Bryan Smith: Seelenfresser (Buch)

Bryan Smith
Seelenfresser
(Soultaker)
Aus dem amerikanischen Englisch von Manfred Sanders
Festa, 2012, Taschenbuch, 344 Seiten, 13,95 EUR, ISBN 978-3-86552-141-5 (auch als eBook erhältlich)

Von Carsten Kuhr

Rockville ein kleines, verschlafenes Nest in Tennessee. Nie wieder wollte Jake hierher zurückkehren, in das Städtchen, in dem er aufgewachsen ist. Zu bedrückend die Erinnerungen, die ihn mit dem, was man gemeinhin mit dem Begriff Heimat nennt, verbindet.

Ein verarmtes, verelendetes Elternhaus, die Mutter eine sexgeile Schlampe, der Vater und sein Nachfolger versoffene Rohlinge, die es liebten die Kinder zu schlagen und zu missbrauchen. Als seine große Liebe zusammen mit seinem jüngeren Bruder in einem Autowrack stirbt, floh er aus Rockville. Nun ist er zurück. Nicht etwa, weil ihn seine Mutter bedrängt hat, sondern weil er seinen jüngsten Bruder nach wie vor liebt. Trey war die große Ausnahme der Familie. Gute Noten in der High School, eine nette Freundin, er schien die Chance zu haben, aus dem ewigen Teufelskreis aus Gewalt, Armut und Alkohol auszubrechen. Doch dann schlägt Treys Herz für eine neue Freundin; und Myra ist ebenso hübsch wie zügellos – und sie übt einen verheerenden Einfluss nicht nur auf Trey aus, sondern auch auf die Frauen der Stadt aus.

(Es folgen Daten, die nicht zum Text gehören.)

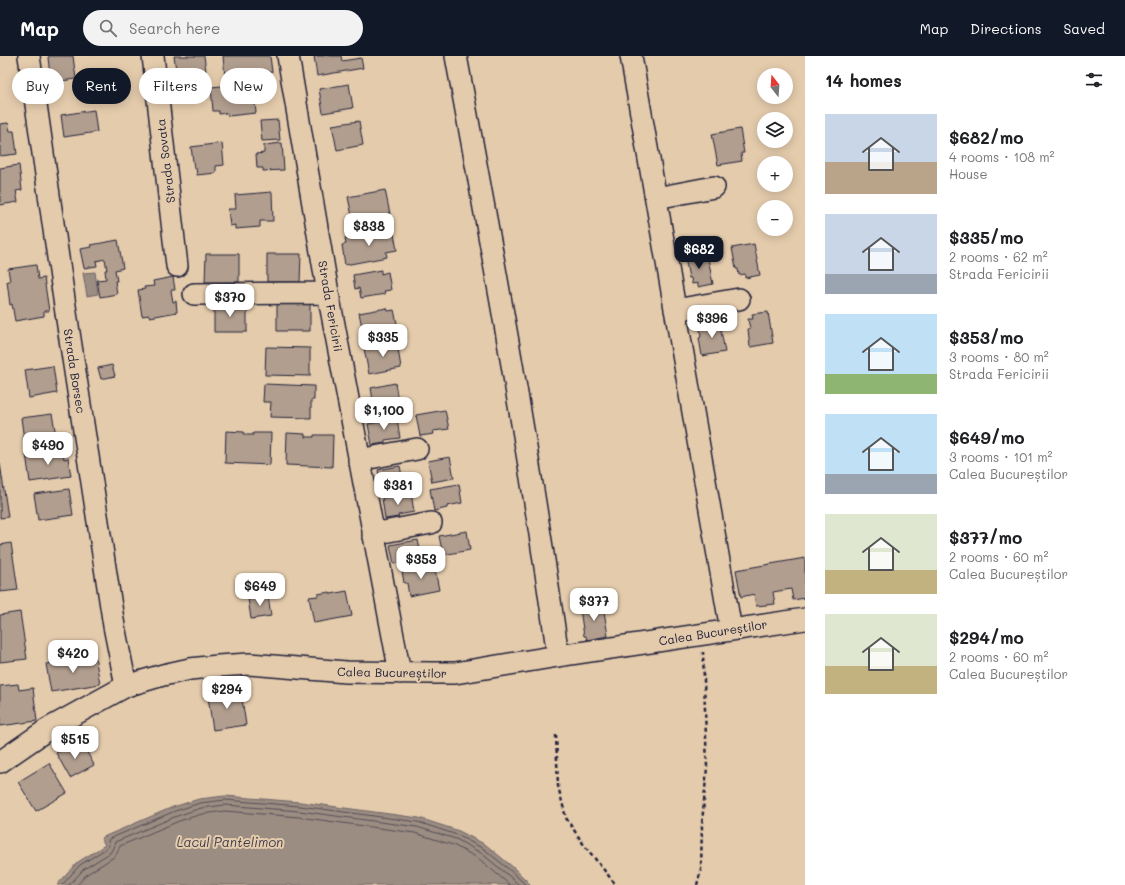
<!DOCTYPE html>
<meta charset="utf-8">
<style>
body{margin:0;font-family:Mali,sans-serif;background:#f2f2f2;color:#202124;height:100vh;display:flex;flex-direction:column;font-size:15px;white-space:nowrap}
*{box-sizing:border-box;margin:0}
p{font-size:13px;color:#757577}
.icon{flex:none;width:22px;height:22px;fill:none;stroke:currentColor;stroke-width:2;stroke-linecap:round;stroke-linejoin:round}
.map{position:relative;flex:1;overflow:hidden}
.drawer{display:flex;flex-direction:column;background:#fff;width:320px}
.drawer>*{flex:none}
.banner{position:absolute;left:12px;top:12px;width:380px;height:36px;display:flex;gap:8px}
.needle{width:26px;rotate:343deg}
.controls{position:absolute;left:757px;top:12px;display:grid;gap:8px}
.controls a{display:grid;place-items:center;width:36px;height:36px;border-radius:50%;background:#fff;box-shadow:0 2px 10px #0003;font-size:20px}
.price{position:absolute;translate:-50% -34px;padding:0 9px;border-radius:8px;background:#fff;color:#222;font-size:13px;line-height:26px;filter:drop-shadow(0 1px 2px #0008)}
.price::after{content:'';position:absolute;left:50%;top:24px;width:12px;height:9px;margin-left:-6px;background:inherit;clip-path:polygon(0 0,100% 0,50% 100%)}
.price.active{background:#111827;color:#fff}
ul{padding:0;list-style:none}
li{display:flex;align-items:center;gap:12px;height:100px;padding:0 20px}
li span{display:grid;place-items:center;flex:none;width:112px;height:80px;border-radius:0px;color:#555}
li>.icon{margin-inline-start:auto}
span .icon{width:48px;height:48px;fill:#fffc;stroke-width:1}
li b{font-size:17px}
h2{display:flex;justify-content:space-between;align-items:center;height:48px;padding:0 20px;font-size:17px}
.pill{padding:0 14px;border-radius:18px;background:#fff;box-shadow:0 2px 10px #0003;font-size:14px;line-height:36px}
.pill.active{background:#111827;color:#fff}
header{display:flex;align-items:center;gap:24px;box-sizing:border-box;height:56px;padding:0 20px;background:#111827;color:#fff}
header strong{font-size:19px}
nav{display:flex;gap:22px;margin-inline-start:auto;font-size:14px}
.search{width:280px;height:36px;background:#f2f2f2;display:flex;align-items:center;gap:10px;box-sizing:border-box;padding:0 14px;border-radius:22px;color:#757577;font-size:15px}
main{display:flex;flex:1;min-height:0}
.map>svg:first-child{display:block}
</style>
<header>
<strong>Map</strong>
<div class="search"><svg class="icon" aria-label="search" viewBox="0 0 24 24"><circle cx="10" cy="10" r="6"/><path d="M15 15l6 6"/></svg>Search here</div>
<nav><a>Map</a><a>Directions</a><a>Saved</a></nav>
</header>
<main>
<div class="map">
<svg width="805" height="829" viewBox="0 0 805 829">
<rect width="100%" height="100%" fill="#e4cbac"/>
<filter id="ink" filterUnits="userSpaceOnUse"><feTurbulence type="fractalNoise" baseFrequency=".025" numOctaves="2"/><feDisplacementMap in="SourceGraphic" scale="8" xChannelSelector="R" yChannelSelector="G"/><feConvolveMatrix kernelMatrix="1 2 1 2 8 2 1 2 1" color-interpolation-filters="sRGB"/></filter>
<g filter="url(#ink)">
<path fill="#9c8d82" stroke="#6b6266" d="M95,216L98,238L87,240L83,217Z
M225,740L300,746L419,762L459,775L486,789L514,812L531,829H57L78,806L105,789L101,782L173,751L199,743Z"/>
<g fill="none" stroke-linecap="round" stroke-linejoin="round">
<path stroke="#534d57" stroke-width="1" d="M62,829L80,809L107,792L109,789L108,785L109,783L175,755L200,747L225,744L300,750L418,766L457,779L484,793L511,815L526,829
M69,829L84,813L110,797L113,792L115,786L177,760L201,752L225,749L299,755L417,771L456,783L481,797L508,819L519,829
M77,829L87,818L114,801L117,797L120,790L179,765L202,758L225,755L299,761L415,777L453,789L478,802L510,829"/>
</g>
<path fill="#b19e8e" stroke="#22223b" d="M50,0H73L76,23L61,25L60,19L50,20L48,1Z
M174,0H204L206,15L181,19L176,14Z
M223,0H270L272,16L225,21Z
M314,0H341L342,5L361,2L363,12L317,20Z
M253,27L256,57L228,60L227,57L219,58V55H213L211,31Z
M349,28L353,52L323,57L319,33Z
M94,54L97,76L64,81L61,59Z
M278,64L280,84L262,85L260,65Z
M359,65L363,89L337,94L332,69Z
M8,67L10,75H14L17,98L0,100V68Z
M740,73L744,97H741L742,105L718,109L712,78Z
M222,87L224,109L216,110V117L197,119L196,112H194L191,91Z
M282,87L284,114L263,115V112H257L256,98L264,97V89Z
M19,109L22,134L16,135L18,146L0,149V112Z
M385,134L390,158L353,165L348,141Z
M272,136L273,165H260V171L235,173V169L230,170L228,153H236L235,139Z
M393,173L397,194L386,196L387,201L345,209L342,189L346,188L345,182Z
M118,184L123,212L115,214L117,225H115L117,238L100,241L97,224L106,223L105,214H107L105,203L96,205L97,210L84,212L80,193L92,191L91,189Z
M754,188L760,219L745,222V218L739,219L738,213H736L732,192Z
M707,197L713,228L698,231V227L692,228L691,222H689L685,201Z
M206,198H239V226H205Z
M267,198H301L300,226H267Z
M36,209L38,223L44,222L49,255H44V260L15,265L12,248L10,249L7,225H10L8,213Z
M381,214V218L388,216L391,234L384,235L385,238L361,242L359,232L355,233L353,219Z
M173,221L175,234H171L173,246L176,245L177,256L150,261L149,259L142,260L138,234L145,233L144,231L154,230L153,225Z
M277,246L310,247V275H277Z
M214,248H247V276H214Z
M387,252L388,255L394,254L398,272L391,273V275L368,280L366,270L362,271L359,257Z
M768,256L773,287L750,291L748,273H750L748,263H753L752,258Z
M719,264L725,296L702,300L699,282L701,281L700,272L705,271L704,267Z
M397,286L401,312L369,318L364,292Z
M266,291L310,292V320L265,319Z
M112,309L115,320L101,323L98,312Z
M53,310L57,337L29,342L25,314Z
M395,327L399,350L373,354L371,344H373L371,332Z
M264,328L314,330V344H311V362L270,361L271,346H263Z
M445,354L449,373L433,375L434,378L420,380L416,359Z
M52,358L56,379L24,384L21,362Z
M397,363L400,382L385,384V387L372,389L368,368Z
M226,375L244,376V379H253V377H271L270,409L225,407Z
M287,377L305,378V381H314V379H333L332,411L286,409Z
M63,393L64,403L68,402L71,420L30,426L26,398Z
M450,401L454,422L432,426L428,405Z
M0,407L8,461L0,462Z
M400,410L404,431L382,435L378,414Z
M459,428L462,447L447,450V452L434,455L430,433Z
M69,433L73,459L38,464L34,438Z
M411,437L414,456L398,459L399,461L385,463L382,442Z
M467,475L470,494L443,499L439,480Z
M418,484L422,503L394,508L390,489Z
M11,487L18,534L0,536V489Z
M805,502V542L793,544L791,533L773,536L775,548L756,550L754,538L741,541L736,514Z
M434,508L439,534L409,540L407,527H404L402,515Z
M347,535L352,560L314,567L309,541L318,540V538L330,536L331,538Z
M268,539L271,560L251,563L248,542Z
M603,549L608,580L587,584L586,580H584L580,553Z
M20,556L27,603L0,606V559Z
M95,600L100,628L51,636L46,608Z
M18,628L19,634L33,632L37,665L0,670V630Z
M230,633L231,638L241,636L246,669L213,674L208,641L218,639V635Z
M82,687L94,709L70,722L56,697L66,692L68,696Z
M49,707L67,737L36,755L18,726Z"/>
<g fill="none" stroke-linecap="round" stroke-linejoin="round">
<defs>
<path id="minor" d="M29,0L66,257L114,570L126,630
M153,0L177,210
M288,0L328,237L400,617
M456,0C493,199 530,399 558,600
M631,0L731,574
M656,142L714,131
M194,238L328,237
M675,254L739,243
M359,404L417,393
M373,478L431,467
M0,706L48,673L126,630L163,619L190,613L218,610L249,608L346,616L431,617H455L558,600L805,563"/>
</defs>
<use href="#minor" stroke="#22223b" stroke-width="24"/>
<path stroke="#22223b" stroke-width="2.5" stroke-dasharray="4 3" stroke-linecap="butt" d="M556,679L558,730L566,762L584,789L616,829
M697,829L701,814L702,767L707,711L703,596"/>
<use href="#minor" stroke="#e4cbac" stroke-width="21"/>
</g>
</g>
<g text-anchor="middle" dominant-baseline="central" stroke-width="4" stroke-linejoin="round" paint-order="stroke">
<g font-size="12" fill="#22223b" stroke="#e4cbac">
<text transform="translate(165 105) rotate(-97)">Strada Sovata</text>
<text transform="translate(331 250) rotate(80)">Strada Fericirii</text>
<text transform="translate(75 315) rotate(81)">Strada Borsec</text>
<text transform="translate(713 576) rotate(-9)">Calea Bucureștilor</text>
<text transform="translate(392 616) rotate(1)">Calea Bucureștilor</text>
</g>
<g font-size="13" font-style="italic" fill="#403d4d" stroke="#e4cbac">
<text x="230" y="785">Lacul Pantelimon</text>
</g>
</g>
</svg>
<div class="controls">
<a><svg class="needle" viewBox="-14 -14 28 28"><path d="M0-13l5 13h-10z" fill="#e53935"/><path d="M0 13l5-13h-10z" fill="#757577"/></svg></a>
<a><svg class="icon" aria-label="layers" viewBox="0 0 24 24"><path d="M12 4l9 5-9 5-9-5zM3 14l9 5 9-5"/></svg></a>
<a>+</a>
<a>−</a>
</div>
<b class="price" style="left:369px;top:191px">$838</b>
<b class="price active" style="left:699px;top:214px">$682</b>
<b class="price" style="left:230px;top:262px">$370</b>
<b class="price" style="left:712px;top:283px">$396</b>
<b class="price" style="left:383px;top:302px">$335</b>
<b class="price" style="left:384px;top:375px">$1,100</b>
<b class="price" style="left:48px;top:410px">$490</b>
<b class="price" style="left:398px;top:450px">$381</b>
<b class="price" style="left:421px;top:524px">$353</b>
<b class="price" style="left:260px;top:551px">$649</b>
<b class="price" style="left:594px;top:566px">$377</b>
<b class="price" style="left:73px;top:618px">$420</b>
<b class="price" style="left:227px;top:654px">$294</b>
<b class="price" style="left:75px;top:704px">$515</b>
<div class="banner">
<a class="pill">Buy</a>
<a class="pill active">Rent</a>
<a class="pill">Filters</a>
<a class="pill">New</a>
</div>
</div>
<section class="drawer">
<h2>14 homes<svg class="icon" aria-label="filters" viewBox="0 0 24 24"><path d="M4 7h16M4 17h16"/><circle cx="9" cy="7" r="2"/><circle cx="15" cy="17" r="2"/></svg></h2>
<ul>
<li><span style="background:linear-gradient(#c9d6e8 60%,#b9a48a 0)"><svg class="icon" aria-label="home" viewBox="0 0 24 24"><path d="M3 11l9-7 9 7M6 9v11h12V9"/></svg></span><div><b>$682/mo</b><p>4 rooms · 108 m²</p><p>House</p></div></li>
<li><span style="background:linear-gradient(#c9d6e8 75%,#9aa5b1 0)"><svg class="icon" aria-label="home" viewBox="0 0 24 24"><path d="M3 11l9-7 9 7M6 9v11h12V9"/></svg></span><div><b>$335/mo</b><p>2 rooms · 62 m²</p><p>Strada Fericirii</p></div></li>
<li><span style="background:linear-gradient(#bfe0f5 75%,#8fb573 0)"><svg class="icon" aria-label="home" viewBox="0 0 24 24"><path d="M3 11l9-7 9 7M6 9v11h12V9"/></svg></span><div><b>$353/mo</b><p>3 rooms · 80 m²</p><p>Strada Fericirii</p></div></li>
<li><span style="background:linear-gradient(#bfe0f5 75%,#9aa5b1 0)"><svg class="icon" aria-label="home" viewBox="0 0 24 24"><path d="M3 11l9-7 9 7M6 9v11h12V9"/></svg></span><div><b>$649/mo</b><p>3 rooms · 101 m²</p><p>Calea Bucureștilor</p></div></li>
<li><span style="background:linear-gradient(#dfe7d0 70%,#c2b280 0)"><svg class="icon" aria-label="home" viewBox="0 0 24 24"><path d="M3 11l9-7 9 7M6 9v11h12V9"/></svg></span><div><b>$377/mo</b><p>2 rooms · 60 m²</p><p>Calea Bucureștilor</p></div></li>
<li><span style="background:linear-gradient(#dfe7d0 65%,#c2b280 0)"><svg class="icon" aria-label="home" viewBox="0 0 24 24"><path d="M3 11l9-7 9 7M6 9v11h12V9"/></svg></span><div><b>$294/mo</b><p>2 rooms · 60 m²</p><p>Calea Bucureștilor</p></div></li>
</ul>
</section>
</main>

Kaum angekommen sieht sich Jake in einem Strudel aus Gewalt, sexueller Ausschweifungen und Perversionen konfrontiert, der sich wie der Albtraum eines verwirrten Perverslings entwickelt. Menschen werden gehäutet, aufgeschlitzt und geköpft, ihre Innereien verspeist, ihre Körper missbraucht. Es ist die Zeit der Lamina, einer Dämonin, die die Frauen aus ihrer Rolle als geknechtete Liebesdienerinnen ihrer Männer befreit und ihnen das bietet, was sie eigentlich nicht oder doch wollen – Rache. Die Seelenernte steht bevor, denn die Lamina hat Hunger; nicht nach Körpersäften oder Gefühlen, sondern nach Seelen…

Nach „Verkommen“ legt Frank Festa den zweiten von drei angekündigten Romanen seines neuen Star-Autors vor. Im Untertitel plakatiert er „Amerikas Slasher-König“ – und so übertrieben sich dies auf den ersten Blick anhören mag, es trifft den Kern der Sache.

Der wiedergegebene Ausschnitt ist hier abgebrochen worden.